2. 'Cool' görünümlüdürler. Çoğu zaman umursamaz tavırlarıyla salaştırlar. Tabii isterlerse bizi bizden alabilecek kadar şık da olabilirler.
3. Seksidirler. Mesela bir anda mutfağa girip nefis bir yemek hazırlayabilirler. Ya da ummadığınız bir anda ellerine gitar alıp şarkı söyleyebilirler.
4. Sağları solları belli olmaz, kolay kolay elde tutulamazlar ama âşık olurlarsa aşkın hakkını fazlasıyla verebilirler.
5. Kuralları sevmezler.
6. Aptallıkları bile göze zekice görünür.
Özetle rüya erkeklerimizdir onlar. Her zaman sürpriz, her zaman kaygan zemin, her zaman a-acayip bir hal, her zaman fark.
İşte o filmlerdeki adamlar var ya adamlar... o adamlar benim.
Hatta biziz.
E biz kimiz?
Kısaca biz; "güçlü" tabir edilen kadınlarız canım.
Hey gözünü sevdiğimin mazisi. Eskiden filmde adam kadını öpünce, hayal dünyamızda kadının yerine geçerdik, şimdi kadını öpen o "seksi" adam biz oluverdik.
O yüzdendir hikâyede başrolün bize verilmesine rağmen bir şeyleri eksik hissetmemiz. O yüzdendir arada sıkışmamız.
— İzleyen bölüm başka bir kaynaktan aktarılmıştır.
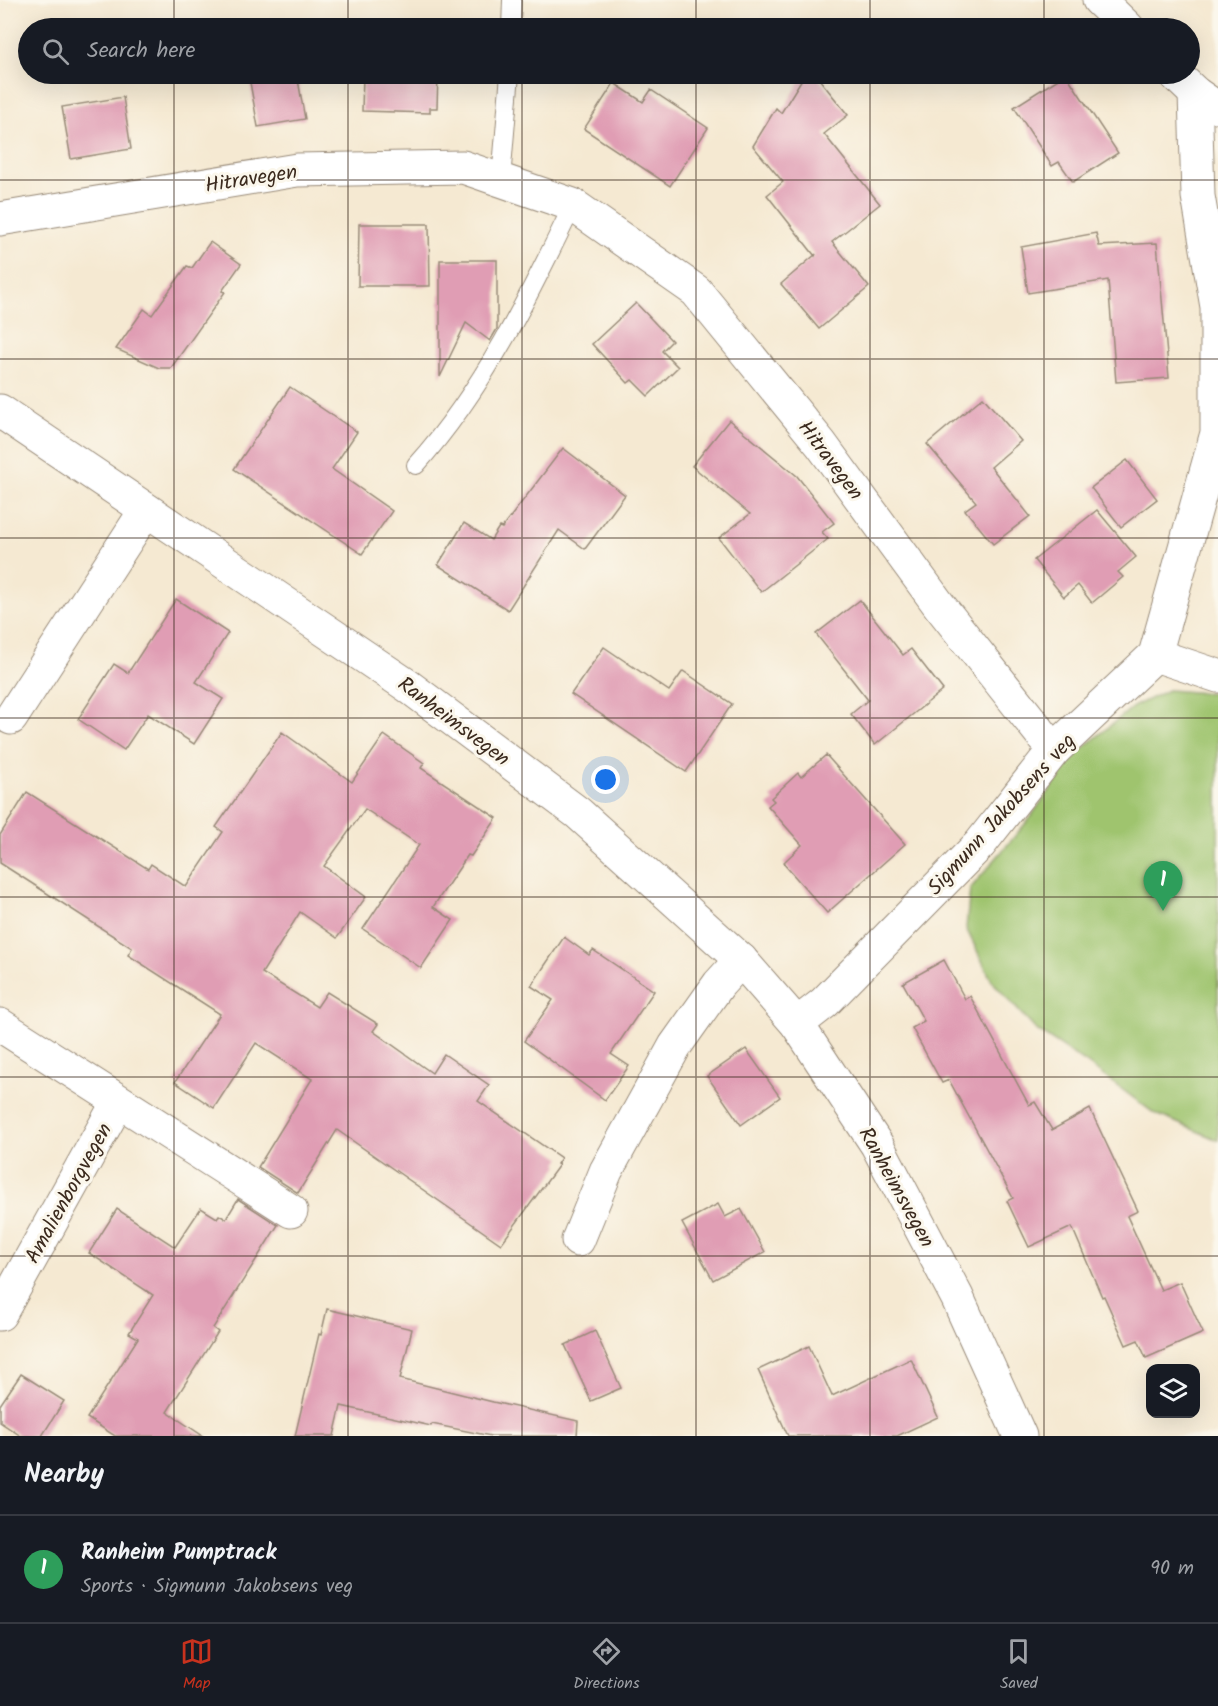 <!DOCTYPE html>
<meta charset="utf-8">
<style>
:root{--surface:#171b24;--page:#242831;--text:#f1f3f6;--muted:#9ea1a6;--line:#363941;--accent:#c8321e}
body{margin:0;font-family:Kalam,sans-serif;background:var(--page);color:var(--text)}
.controls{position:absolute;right:18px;bottom:18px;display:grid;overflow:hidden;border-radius:12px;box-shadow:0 6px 24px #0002}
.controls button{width:54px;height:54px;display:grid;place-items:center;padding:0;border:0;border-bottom:2px solid var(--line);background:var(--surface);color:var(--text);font:30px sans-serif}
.you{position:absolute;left:606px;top:780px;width:21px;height:21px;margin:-15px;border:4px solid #fff;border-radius:50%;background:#1a73e8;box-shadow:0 0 0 9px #1a73e833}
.badge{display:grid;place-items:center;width:39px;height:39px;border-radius:50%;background:var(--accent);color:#fff;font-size:20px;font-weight:700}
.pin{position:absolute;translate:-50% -50px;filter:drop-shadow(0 2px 3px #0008)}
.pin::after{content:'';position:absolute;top:32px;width:21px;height:18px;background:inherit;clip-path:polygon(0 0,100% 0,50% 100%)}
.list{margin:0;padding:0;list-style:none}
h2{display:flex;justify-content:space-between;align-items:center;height:78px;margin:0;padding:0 24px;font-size:26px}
h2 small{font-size:20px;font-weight:400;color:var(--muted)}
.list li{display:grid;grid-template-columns:39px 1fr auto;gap:18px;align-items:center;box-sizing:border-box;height:108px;padding:0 24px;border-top:2px solid var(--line)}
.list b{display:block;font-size:22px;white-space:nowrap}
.list p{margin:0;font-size:20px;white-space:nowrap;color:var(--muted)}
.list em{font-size:20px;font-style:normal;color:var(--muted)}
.icon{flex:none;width:33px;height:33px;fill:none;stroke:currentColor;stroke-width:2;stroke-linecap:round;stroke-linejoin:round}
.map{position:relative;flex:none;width:1218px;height:1436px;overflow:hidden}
.search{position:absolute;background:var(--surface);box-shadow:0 6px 24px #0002;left:18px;right:18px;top:18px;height:66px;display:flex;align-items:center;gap:15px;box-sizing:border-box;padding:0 21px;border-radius:33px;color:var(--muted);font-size:22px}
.sheet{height:186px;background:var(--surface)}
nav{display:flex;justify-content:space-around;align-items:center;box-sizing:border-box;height:84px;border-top:2px solid var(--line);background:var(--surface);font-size:16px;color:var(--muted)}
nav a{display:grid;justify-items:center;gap:3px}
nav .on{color:var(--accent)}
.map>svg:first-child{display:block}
</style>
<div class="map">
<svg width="1218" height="1436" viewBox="0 0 1218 1436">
<rect width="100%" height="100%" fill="#fbf7ec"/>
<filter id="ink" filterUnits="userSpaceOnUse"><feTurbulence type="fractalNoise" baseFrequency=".0167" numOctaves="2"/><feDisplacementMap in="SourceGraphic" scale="12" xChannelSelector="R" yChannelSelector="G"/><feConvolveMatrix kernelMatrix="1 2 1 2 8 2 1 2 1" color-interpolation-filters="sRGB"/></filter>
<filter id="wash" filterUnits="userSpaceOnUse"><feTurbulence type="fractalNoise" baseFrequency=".008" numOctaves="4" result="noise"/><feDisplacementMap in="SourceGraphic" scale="24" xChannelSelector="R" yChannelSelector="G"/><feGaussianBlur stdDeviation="1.35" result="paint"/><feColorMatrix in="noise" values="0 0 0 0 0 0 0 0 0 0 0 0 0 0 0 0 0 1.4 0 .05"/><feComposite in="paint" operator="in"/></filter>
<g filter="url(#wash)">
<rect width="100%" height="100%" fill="#f5e9d2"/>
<polygon fill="#9fc46e" stroke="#6d7746" stroke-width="1.5" points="1168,690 1218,694 1218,1140 1154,1113 1085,1062 1035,1029 992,981 966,928 970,889 1026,823 1077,753 1133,707"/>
<g id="blocks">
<g fill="#e09db4">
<polygon points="273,74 297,74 305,119 258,127 249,77"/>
<polygon points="363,74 438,74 437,108 430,108 430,113 362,111"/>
<polygon points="805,74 815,74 848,115 824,134 880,204 832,242 869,287 819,329 781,284 816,254 815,256 767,195 783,182 753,146 776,108 781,113"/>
<polygon points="1066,74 1118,153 1073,182 1059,162 1052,166 1014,107"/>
<polygon points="614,83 643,102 651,90 708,128 670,186 584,129"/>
<polygon points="123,97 131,149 71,159 62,107"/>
<polygon points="359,224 429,224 430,286 358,286"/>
<polygon points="1096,233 1099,246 1157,243 1169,378 1116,382 1108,280 1028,293 1021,247"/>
<polygon points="210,242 241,264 222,291 225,292 171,368 159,368 116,349 144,309 152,315 187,266 192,268"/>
<polygon points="440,260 497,260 497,329 490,341 466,323 440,377"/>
<polygon points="636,303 672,341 662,351 678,367 648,396 632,380 628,383 592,344"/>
<polygon points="290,387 357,432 332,469 392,511 362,554 234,469"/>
<polygon points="983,397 1021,441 991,467 1030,516 993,544 965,510 976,502 927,444"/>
<polygon points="729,420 797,476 834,523 822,532 828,539 761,592 719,538 750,514 692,466"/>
<polygon points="563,448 625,495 585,549 559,530 508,610 438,565 464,523 491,540 499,527 502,528"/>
<polygon points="1127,460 1157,499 1121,527 1091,488"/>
<polygon points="1097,510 1136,557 1118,572 1123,577 1092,603 1078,585 1064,597 1034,560"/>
<polygon points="176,599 228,633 196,682 223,699 194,744 148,714 124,750 78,719 114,664 128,673"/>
<polygon points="860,600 903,655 911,649 943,690 875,745 851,714 868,700 816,634"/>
<polygon points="604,647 669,691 683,671 732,704 686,772 571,694"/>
<polygon points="282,732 352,782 384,735 424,763 421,768 497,818 471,856 468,855 433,907 453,920 421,968 363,929 419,845 365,809 324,866 366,897 337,938 300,912 262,973 317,1007 327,992 378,1024 373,1031 432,1073 444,1054 489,1085 478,1101 561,1158 557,1164 559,1165 501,1244 337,1130 298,1193 258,1167 312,1079 256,1043 214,1108 175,1082 220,1014 128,955 132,948 0,863 0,835 27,792 148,869 151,864 186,887 223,832 216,827"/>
<polygon points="826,755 905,844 827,913 783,863 802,845 768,806 774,801 771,798 798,773 801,777"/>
<polygon points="564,937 589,955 593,950 654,991 611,1054 629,1066 605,1100 524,1041 553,1000 531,986"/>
<polygon points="944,960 965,999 970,996 1029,1105 1035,1102 1052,1130 1090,1109 1138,1211 1127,1216 1161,1290 1180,1282 1203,1333 1146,1358 1138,1340 1126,1345 1104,1296 1102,1297 1072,1227 1029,1247 1007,1201 1013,1198 949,1080 942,1083 912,1028 924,1021 903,983"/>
<polygon points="746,1049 780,1097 741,1125 707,1076"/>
<polygon points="238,1199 278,1225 213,1328 218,1332 167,1412 203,1436 115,1436 87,1418 138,1338 129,1333 153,1295 89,1253 117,1209 175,1247 201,1208 217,1218 219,1215 226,1219"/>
<polygon points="718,1204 725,1217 741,1209 765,1252 713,1280 682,1223"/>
<polygon points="327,1309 412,1329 400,1379 493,1402 578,1421 577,1436 491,1436 432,1424 431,1426 341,1406 334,1436 295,1436 319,1334 321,1335"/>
<polygon points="595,1331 621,1388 591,1401 565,1345"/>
<polygon points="809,1346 832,1396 911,1359 938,1417 897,1436 788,1436 758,1370"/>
<polygon points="21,1374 64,1401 42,1436 21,1436 0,1422 0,1405"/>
</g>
</g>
</g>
<g filter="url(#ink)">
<use href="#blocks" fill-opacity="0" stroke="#988a78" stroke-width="1.5"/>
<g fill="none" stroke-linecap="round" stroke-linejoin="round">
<defs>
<g id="lane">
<polyline points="511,28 512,0"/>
<polyline points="501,179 510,74"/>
<path d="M416,465C484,389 529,296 573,205"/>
</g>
<g id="street">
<polyline points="1099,0 1128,28"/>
<polyline points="1175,74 1195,93 1214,106"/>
<polyline points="0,219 297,170 463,167 573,205 696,291 821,444 939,605 1054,750"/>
<polyline points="1155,655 1218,676"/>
<polyline points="11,718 146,510"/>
<polyline points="797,1024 824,1003 980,844 1054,750 1155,655 1217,433 1217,307 1198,196 1195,93"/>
<polyline points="0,1025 291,1211"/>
<polyline points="578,1240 606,1171 675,1046 719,984 741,960"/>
<polyline points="0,1314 118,1102"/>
</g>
<polyline id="secondary" points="0,411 408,686 578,813 741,960 797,1024 877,1145 957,1297 1020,1436"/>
</defs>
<use href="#lane" stroke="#988a78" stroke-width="20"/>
<use href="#street" stroke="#988a78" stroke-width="35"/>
<use href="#secondary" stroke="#988a78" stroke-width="35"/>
<use href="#lane" stroke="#fff" stroke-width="18"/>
<use href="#street" stroke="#fff" stroke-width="33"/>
<use href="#secondary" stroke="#fff" stroke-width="33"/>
</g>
</g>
<path fill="none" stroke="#3b2a1e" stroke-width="1.5" stroke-opacity="0.55" d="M174,0V28M348,0V28M522,0V28M696,0V28M870,0V28M1044,0V28M174,74V1436M348,74V1436M522,74V1436M696,74V1436M870,74V1436M1044,74V1436M0,180H1218M0,359H1218M0,538H1218M0,718H1218M0,897H1218M0,1077H1218M0,1256H1218"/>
<g text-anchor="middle" stroke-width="6" stroke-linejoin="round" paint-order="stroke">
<g font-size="21" fill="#3b2a1e" stroke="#fbf7ec">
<text transform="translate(251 178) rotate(-9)" y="7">Hitravegen</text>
<text transform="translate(831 460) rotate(53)" y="7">Hitravegen</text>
<text transform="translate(454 721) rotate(37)" y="7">Ranheimsvegen</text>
<text transform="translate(1001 814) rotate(-48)" y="7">Sigmunn Jakobsens veg</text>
<text transform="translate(897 1187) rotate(61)" y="7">Ranheimsvegen</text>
<text transform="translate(68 1193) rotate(-61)" y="7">Amalienborgvegen</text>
</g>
</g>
</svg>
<div class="controls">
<button><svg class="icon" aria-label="layers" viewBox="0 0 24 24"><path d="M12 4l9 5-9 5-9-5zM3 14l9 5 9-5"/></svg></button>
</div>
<div class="you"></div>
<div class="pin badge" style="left:1163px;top:911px;background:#2e9e5b">1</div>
<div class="search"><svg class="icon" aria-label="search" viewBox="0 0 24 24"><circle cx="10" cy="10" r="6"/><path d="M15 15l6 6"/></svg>Search here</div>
</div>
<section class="sheet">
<h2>Nearby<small></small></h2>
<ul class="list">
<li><span class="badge" style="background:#2e9e5b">1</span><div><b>Ranheim Pumptrack</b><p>Sports · Sigmunn Jakobsens veg</p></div><em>90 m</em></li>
</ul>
</section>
<nav>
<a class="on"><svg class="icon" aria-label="map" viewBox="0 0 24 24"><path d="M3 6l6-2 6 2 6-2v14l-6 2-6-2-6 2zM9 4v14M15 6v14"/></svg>Map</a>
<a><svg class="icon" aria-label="directions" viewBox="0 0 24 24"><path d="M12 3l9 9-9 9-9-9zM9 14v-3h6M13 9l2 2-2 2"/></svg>Directions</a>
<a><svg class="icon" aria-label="saved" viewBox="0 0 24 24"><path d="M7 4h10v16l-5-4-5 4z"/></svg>Saved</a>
</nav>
Her şeyin varsa, hayatın kontrolü fazlasıyla ellerindeyse. Çevreni bile sen yönlendiriyorsan. Annenin annesi (kimi zaman kocası), babanın babası oluvermişsen bir anda.
Çok yaşamışsan, çok yaşanmışsan... Tüketmişsen, tüketilmişsen ama yine de tükenmemişsen.
"O nasıl olsa halleder" damgası yapıştırılmışsa sana ve sen de Spartacus'lük yapıp bu damgayı sorgusuz sualsiz taşıyorsan...
Çözüm üretme uzmanı kesildiysen ister istemez, mecburiyetten...
"Ağlayan zırlayan ve gözyaşlarını ticari amaçlarla kullanan kadın" kategorisinden yıllar önce çıkmışsan, çıkartılmışsan...
Tahammül seviyen deniz seviyesinin altındaysa...
Sürüne tokatlana en önemlisinin ve birinci önceliğin "kendin" olduğu gerçeğine uyanmışsan...
Zevklerini, lezzetlerini, keyiflerini ve huzurunu hiçbir şeye değişemez olmuşsan.
Evine aldığın bir mumun, akşam arkadaşınla baş başa açıp içtiğin o şarabın, aylarca düşlediğin o seyahatin tadı başka tatlara benzemiyorsa...
Kendi kendine sultanlığını kurmuşsan.
Parazit yapanı anında kapının önüne koyuyorsan, hey dostum sen de bendensin.
Sen de bizdensin (Bu arada hep bizden gidiyor ama çaktırmayın, karizmayı bozmayın. Yazının da bir havası var canım).
Sen de o kadınlardansın.
Yani sen de o filmdeki bayıldığın adamsın. Hem de adam gibi adamsın.
Biliyorsun bazen sen de zordasın.
Çünkü dönüştüğün kadın ezber bozuyor. Dönüştüğün kadın erkeklerin sinirini bozuyor. Dönüştüğün kadın sınır dışı edilebiliyor.
Fakat sen biliyorsun; dönüştüğün kadın olmanın zevkine paha biçilemiyor.